HISD’s overall scores for eighth-grade math and reading were the lowest they had been since 2003 – the first year HISD participated in the biannual assessment – while the district recorded its worst scores yet in fourth-grade math and reading. Fewer than 50 percent of the eighth-graders tested from HISD performed at or above the NAEP’s basic achievement level for math, whereas nearly 61 percent met the threshold in 2019.
“This year’s NAEP scores are fundamental to understanding how the COVID-19 pandemic has affected our nation’s education system in these core subjects at a pivotal period in our students’ education journeys,” HISD superintendent Millard House II said in a news release from the district. “This is why it continues to be important that we provide the necessary academic and non-academic supports to help every student succeed as detailed in our five-year strategic plan.”
HISD saw declines across the board in the percentages of its students performing at or above basic achievement levels as defined by the NAEP. The number of students meeting the threshold for fourth-grade math fell from about 77 percent in 2019 to 63 percent this year, while those percentages dropped from 47 to 44 in fourth-grade reading and from 59 to 56 percent in eighth-grade reading.
HISD’s overall scores in math were similar to the average scores for other public-school students in large cities, while its performance in reading was lower than average.
Nationally, this year’s assessment found that achievement gaps widened along racial lines since the start of the pandemic.

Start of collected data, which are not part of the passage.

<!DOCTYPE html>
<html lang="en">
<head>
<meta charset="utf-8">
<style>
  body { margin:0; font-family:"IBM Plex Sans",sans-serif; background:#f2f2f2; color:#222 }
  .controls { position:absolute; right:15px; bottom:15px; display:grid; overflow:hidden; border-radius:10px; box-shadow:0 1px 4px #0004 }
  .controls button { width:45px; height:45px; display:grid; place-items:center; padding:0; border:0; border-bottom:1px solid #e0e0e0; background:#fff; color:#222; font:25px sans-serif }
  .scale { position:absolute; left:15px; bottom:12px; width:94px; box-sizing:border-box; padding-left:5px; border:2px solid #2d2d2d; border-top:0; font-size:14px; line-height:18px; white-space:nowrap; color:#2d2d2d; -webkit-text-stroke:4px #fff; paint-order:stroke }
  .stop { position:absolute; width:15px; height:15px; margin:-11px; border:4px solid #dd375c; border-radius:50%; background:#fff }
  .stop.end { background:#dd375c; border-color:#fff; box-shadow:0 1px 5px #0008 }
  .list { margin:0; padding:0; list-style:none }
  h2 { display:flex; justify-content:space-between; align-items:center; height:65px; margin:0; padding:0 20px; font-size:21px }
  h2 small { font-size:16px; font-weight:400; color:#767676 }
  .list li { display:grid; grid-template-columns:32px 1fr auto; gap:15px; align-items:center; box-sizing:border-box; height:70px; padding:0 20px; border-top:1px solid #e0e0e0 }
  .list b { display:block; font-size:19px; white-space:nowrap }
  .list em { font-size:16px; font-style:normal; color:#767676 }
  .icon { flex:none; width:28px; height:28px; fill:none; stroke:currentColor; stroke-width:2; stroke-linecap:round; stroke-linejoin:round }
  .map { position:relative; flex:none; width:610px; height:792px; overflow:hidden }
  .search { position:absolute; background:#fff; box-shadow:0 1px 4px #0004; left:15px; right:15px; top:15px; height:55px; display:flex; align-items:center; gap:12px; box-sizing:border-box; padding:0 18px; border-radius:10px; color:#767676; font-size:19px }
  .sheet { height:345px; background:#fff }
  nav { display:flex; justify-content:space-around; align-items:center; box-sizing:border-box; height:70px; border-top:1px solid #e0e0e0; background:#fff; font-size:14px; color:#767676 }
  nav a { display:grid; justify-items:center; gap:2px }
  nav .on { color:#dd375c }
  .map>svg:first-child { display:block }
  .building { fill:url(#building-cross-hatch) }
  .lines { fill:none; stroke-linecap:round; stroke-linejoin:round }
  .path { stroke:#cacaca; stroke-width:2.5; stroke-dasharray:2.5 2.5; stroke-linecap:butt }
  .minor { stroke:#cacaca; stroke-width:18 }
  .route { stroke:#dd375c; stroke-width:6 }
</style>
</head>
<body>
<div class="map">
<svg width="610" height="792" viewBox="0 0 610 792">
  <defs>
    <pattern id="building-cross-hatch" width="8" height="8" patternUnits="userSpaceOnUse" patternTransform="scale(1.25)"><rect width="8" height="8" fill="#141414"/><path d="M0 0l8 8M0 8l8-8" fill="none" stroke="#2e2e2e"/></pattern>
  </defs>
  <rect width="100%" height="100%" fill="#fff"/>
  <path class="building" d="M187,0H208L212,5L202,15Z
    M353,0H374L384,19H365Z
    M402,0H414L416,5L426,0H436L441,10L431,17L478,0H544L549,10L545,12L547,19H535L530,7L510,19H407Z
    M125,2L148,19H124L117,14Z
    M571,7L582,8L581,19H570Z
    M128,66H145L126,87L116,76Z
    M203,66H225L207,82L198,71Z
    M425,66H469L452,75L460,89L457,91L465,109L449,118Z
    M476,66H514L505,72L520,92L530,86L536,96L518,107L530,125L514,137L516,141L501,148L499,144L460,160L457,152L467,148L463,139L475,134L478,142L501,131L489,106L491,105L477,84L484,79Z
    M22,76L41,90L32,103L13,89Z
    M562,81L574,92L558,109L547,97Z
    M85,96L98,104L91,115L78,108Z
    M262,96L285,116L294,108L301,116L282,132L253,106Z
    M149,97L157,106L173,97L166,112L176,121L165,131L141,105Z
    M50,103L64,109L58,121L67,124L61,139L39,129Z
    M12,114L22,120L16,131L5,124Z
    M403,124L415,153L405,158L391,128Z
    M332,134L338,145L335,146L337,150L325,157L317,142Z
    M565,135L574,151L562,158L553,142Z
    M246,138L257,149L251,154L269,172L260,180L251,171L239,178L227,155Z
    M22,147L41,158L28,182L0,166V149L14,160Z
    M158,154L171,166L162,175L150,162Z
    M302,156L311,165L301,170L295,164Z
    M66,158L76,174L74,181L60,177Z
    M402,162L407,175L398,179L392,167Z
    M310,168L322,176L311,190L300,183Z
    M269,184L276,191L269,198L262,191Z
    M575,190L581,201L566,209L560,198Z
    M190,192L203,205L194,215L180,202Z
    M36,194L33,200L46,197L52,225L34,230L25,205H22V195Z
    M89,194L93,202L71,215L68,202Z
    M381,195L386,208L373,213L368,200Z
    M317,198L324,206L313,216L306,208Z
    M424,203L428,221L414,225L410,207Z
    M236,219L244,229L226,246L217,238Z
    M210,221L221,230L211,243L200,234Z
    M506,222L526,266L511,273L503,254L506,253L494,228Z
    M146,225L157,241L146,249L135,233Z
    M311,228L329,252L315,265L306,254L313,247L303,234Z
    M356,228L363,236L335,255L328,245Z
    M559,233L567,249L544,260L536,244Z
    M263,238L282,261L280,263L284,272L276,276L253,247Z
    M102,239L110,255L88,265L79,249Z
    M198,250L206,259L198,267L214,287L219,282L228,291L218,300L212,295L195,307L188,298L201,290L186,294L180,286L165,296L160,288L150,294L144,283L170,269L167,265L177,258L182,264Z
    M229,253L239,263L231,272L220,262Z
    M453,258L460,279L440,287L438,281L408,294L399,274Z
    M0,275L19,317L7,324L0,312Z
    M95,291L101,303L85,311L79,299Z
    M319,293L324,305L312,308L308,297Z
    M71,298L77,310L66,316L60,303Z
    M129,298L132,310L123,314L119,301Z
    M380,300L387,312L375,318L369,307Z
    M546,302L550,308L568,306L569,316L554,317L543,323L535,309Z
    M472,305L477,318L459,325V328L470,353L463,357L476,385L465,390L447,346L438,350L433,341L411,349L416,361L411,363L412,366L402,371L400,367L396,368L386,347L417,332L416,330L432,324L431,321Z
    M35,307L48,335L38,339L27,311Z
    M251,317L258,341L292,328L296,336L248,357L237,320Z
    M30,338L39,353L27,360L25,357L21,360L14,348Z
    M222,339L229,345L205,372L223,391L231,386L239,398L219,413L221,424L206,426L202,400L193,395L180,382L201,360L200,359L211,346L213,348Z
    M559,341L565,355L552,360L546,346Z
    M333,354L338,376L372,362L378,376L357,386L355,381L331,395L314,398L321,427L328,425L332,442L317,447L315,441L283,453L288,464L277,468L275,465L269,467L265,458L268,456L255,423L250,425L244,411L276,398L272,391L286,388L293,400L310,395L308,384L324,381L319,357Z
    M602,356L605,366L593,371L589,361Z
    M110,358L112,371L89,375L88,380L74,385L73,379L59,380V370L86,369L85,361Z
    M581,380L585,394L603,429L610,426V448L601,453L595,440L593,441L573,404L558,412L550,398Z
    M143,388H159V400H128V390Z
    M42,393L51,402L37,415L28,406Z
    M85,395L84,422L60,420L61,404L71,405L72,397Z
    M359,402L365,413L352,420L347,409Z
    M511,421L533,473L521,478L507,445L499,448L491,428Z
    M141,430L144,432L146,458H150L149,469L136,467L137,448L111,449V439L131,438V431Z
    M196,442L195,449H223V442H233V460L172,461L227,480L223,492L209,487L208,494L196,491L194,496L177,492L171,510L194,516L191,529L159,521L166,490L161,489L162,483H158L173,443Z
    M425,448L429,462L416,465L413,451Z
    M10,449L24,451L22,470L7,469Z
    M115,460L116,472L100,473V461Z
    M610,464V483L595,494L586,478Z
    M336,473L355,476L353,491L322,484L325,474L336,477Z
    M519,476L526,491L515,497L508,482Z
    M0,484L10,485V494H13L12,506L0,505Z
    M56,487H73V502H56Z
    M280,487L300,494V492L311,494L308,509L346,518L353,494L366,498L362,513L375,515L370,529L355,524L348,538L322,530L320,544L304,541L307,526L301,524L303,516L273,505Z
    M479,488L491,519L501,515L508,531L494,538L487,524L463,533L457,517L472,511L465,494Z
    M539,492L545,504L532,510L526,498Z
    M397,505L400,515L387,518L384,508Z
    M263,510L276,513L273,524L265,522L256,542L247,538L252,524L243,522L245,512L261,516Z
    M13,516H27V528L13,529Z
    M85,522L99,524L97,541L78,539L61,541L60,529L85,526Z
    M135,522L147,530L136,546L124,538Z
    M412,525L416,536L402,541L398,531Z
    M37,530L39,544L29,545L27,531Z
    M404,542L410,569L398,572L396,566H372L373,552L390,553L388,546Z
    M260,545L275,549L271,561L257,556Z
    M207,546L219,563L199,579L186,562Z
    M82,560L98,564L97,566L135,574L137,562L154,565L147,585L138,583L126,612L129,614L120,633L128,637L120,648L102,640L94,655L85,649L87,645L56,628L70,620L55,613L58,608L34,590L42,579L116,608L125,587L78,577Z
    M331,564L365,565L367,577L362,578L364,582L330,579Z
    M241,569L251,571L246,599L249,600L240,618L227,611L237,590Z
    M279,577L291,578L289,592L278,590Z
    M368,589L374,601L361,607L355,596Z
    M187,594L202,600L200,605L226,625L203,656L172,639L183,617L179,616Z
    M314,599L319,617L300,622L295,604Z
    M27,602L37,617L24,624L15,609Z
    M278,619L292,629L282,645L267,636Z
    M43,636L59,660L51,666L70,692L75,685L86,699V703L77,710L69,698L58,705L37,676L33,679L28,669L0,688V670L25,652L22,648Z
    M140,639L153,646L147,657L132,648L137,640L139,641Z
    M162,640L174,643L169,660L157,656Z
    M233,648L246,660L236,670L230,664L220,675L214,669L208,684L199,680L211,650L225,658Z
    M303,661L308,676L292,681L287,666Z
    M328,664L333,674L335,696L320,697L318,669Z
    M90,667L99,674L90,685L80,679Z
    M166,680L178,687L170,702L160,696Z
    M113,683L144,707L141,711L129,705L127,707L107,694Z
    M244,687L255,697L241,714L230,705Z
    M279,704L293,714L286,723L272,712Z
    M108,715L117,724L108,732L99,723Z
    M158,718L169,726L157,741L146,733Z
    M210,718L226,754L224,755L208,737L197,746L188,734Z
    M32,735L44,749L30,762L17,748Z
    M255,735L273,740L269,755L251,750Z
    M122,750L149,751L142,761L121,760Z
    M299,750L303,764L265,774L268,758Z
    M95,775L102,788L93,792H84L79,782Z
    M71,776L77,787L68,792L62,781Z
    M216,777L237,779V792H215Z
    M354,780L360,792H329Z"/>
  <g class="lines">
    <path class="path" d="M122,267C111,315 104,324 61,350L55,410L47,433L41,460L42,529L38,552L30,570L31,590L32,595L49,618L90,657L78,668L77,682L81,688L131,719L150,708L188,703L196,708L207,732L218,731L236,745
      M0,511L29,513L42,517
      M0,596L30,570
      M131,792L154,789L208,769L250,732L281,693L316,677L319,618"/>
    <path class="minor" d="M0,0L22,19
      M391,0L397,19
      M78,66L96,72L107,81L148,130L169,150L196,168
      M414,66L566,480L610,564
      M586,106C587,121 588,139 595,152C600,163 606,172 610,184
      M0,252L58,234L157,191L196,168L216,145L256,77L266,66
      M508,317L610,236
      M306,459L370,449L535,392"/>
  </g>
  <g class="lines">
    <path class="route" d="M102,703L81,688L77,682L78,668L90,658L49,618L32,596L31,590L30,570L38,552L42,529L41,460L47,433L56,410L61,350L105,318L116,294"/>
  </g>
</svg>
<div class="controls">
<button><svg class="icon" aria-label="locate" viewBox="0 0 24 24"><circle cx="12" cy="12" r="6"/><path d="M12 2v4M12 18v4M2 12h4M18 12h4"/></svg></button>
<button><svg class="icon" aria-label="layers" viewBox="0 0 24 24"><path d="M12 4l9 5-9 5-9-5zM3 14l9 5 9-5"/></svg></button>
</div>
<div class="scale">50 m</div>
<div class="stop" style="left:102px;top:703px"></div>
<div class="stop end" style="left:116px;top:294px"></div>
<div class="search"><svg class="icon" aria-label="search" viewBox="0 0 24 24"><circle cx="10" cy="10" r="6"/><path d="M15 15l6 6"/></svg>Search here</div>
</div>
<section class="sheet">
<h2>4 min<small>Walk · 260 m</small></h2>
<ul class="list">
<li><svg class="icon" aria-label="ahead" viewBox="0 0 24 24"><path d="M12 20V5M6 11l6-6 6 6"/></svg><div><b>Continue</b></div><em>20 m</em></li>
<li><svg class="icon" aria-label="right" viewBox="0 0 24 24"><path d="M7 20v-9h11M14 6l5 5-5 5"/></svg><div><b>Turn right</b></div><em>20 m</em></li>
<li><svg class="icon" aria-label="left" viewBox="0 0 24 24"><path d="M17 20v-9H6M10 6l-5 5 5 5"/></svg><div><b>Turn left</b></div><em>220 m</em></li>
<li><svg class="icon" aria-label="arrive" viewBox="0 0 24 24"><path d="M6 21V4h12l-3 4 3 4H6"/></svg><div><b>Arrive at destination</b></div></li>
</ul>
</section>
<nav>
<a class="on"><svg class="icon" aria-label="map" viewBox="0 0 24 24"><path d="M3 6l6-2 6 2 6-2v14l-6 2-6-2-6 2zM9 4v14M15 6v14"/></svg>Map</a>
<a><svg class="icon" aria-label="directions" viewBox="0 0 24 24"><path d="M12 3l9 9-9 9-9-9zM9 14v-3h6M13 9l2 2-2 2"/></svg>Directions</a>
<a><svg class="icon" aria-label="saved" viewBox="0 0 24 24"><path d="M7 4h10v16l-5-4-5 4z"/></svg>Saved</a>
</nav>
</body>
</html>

Black and Hispanic fourth-graders saw larger declines in scores than their white counterparts.
There have been similar trends in HISD, where the scores of Black and Hispanic students were more greatly impacted than those of white students in eighth-grade reading as well as in fourth-grade reading and math. Hispanic students account for more than 61 percent of HISD’s student population, which is more than 22 percent Black and less than 10 percent white.

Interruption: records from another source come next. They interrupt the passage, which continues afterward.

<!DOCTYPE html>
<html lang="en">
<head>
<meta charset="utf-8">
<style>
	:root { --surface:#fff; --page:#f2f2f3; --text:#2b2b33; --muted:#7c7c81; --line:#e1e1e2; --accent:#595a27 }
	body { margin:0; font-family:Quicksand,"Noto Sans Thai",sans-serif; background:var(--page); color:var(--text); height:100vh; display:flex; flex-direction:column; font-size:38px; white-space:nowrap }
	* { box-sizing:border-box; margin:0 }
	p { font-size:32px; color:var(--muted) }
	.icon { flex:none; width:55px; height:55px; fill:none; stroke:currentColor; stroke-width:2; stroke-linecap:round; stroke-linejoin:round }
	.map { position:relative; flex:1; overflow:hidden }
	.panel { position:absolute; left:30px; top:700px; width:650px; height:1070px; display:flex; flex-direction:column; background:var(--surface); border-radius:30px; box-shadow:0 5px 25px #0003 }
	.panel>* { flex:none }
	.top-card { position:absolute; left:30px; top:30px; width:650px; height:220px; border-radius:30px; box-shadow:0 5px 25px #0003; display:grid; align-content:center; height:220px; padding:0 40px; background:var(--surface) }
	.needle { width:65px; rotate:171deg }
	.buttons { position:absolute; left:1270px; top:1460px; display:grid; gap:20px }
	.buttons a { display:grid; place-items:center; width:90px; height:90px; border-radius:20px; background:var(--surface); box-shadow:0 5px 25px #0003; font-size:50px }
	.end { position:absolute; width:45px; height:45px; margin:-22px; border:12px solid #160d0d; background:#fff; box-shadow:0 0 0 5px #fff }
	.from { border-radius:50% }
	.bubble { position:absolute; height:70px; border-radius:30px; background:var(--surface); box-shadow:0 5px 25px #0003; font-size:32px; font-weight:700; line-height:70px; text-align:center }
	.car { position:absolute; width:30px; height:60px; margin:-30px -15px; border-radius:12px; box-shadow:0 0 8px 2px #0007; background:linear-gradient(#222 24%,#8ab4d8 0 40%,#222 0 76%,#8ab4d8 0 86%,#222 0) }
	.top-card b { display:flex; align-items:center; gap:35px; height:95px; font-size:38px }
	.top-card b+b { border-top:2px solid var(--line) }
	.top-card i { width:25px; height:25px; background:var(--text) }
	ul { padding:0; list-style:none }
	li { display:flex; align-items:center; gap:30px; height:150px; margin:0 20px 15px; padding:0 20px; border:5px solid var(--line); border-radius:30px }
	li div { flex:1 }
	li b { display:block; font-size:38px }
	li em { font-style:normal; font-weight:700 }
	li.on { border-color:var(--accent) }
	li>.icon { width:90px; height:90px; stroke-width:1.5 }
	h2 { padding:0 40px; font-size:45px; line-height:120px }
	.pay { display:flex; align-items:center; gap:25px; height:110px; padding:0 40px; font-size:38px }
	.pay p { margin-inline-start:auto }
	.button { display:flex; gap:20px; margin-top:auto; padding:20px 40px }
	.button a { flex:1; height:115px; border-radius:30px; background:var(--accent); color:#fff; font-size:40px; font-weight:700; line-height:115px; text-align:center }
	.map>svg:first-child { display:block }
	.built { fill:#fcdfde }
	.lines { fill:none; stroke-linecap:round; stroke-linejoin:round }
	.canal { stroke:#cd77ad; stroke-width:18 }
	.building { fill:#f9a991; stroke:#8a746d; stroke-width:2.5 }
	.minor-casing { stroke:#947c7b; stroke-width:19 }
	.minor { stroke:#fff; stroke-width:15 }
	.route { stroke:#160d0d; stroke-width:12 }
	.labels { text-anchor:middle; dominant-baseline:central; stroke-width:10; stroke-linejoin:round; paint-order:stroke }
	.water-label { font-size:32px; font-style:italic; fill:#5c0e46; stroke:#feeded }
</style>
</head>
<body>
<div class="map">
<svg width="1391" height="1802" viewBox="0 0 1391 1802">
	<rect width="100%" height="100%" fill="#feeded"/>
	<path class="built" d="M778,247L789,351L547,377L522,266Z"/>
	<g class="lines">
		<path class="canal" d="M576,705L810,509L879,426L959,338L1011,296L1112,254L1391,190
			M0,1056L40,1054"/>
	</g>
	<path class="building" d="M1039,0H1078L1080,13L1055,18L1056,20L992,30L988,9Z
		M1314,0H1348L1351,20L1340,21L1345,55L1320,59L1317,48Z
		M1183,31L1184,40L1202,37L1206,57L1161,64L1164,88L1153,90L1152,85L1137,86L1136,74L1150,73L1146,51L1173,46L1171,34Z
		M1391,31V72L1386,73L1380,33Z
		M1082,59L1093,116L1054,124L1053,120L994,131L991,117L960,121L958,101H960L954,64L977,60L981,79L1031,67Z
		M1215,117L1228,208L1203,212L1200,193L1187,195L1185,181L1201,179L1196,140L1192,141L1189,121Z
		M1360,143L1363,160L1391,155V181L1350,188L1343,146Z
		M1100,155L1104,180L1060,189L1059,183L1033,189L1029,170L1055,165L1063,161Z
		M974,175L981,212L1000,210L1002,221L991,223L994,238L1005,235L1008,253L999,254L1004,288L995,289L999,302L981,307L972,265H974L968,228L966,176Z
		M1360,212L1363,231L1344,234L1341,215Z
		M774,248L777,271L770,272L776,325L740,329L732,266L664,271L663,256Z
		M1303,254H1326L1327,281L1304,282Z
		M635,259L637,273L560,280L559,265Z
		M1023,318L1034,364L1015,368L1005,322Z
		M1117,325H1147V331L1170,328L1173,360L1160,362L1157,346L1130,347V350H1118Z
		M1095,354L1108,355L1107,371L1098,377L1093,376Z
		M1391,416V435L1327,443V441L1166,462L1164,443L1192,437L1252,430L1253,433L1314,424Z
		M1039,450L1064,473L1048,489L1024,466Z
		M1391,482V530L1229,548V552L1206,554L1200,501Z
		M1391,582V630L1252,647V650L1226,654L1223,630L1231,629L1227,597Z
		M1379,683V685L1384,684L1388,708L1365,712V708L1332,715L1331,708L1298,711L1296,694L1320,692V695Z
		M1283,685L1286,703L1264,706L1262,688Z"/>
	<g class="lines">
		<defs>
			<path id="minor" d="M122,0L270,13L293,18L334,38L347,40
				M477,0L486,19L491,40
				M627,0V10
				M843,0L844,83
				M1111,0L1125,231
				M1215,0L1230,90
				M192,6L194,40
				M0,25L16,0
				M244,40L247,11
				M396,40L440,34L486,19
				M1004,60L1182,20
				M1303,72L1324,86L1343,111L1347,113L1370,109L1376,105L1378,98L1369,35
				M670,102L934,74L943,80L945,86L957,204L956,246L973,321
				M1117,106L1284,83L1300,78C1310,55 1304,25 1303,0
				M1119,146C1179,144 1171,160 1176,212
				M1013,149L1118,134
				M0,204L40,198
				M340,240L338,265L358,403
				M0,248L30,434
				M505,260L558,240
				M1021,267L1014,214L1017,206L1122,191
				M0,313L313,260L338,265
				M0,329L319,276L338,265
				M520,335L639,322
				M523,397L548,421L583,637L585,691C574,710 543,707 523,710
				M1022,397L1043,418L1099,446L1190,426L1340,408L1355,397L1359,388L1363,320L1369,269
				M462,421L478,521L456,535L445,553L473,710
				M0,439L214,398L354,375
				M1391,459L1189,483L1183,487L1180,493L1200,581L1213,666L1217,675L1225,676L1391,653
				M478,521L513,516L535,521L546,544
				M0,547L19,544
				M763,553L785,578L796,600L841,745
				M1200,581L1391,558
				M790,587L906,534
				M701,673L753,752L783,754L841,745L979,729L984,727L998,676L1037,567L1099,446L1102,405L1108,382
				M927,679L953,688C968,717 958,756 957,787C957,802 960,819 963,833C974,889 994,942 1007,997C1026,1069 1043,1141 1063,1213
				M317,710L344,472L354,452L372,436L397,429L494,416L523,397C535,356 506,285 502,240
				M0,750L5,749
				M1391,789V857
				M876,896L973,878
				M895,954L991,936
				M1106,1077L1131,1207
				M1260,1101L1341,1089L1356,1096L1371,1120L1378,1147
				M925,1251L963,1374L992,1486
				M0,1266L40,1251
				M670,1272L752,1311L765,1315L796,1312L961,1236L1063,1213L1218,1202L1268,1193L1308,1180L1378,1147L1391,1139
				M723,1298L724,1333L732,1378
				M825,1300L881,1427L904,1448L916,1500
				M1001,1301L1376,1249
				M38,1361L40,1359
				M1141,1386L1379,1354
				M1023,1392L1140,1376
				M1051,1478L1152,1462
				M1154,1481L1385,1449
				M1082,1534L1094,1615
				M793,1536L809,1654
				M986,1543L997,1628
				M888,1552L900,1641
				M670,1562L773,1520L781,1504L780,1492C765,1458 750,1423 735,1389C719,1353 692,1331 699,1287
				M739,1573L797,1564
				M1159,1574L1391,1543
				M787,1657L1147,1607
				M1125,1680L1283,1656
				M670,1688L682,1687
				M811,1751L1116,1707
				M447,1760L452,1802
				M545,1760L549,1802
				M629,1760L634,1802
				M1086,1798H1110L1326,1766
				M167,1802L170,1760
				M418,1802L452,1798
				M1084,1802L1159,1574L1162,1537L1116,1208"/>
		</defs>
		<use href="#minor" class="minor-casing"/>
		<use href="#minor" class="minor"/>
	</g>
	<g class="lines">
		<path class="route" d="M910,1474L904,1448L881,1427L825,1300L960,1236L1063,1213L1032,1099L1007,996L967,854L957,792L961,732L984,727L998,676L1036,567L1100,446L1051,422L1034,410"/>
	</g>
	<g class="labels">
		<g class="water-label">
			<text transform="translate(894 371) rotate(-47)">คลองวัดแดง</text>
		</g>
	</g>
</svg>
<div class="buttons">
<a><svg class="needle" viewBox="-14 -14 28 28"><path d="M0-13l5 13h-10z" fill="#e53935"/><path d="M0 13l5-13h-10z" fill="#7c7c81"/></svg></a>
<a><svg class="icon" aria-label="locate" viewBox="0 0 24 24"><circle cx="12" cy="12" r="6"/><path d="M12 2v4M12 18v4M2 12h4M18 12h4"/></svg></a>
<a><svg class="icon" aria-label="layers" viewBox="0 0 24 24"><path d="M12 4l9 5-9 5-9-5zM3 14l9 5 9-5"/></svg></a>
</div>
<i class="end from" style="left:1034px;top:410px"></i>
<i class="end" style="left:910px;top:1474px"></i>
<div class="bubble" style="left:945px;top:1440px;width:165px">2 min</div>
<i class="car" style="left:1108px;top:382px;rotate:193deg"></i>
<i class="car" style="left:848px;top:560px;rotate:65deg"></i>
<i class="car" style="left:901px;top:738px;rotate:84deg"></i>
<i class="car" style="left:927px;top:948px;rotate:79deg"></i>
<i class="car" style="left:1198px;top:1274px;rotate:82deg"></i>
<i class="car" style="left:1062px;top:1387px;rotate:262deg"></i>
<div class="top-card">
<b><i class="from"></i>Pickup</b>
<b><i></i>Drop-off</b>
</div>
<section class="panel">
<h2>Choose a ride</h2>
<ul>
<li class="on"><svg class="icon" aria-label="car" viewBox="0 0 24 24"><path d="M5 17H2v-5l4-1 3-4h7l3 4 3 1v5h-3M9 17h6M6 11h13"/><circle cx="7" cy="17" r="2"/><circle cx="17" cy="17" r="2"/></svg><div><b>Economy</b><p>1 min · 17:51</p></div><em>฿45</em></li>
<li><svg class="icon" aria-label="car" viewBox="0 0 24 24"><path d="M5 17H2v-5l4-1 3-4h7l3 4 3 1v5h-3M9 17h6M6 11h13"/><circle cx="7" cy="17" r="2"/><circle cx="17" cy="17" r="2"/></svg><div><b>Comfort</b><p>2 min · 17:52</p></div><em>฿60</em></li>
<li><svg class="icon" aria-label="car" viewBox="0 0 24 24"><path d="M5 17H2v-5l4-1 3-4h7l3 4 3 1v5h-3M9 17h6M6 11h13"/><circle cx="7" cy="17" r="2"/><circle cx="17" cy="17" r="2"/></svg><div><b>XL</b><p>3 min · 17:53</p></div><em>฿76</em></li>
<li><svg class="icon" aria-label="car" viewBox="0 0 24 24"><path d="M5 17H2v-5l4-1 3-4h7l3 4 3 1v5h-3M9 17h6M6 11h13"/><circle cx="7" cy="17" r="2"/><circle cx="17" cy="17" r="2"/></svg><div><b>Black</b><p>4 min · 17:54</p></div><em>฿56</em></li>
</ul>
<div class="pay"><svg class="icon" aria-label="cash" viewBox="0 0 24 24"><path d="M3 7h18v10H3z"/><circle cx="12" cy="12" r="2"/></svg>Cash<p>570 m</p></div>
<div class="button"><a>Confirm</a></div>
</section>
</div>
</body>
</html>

Remote learning associated with the pandemic also has exacerbated inequities between higher-performing students (those at or above the 75th percentile) and lower-performing students (below the 25th percentile). Surveys that accompanied this year’s test showed that, nationally, higher-performing students had more help from their teachers and better access to quiet spaces as well as computers and tablets.
“It is a serious wakeup call for us all,” Peggy Carr, the commissioner of the National Center for Education Statistics, told the Associated Press. “… This is a very serious issue, and it’s not going to go away on its own.”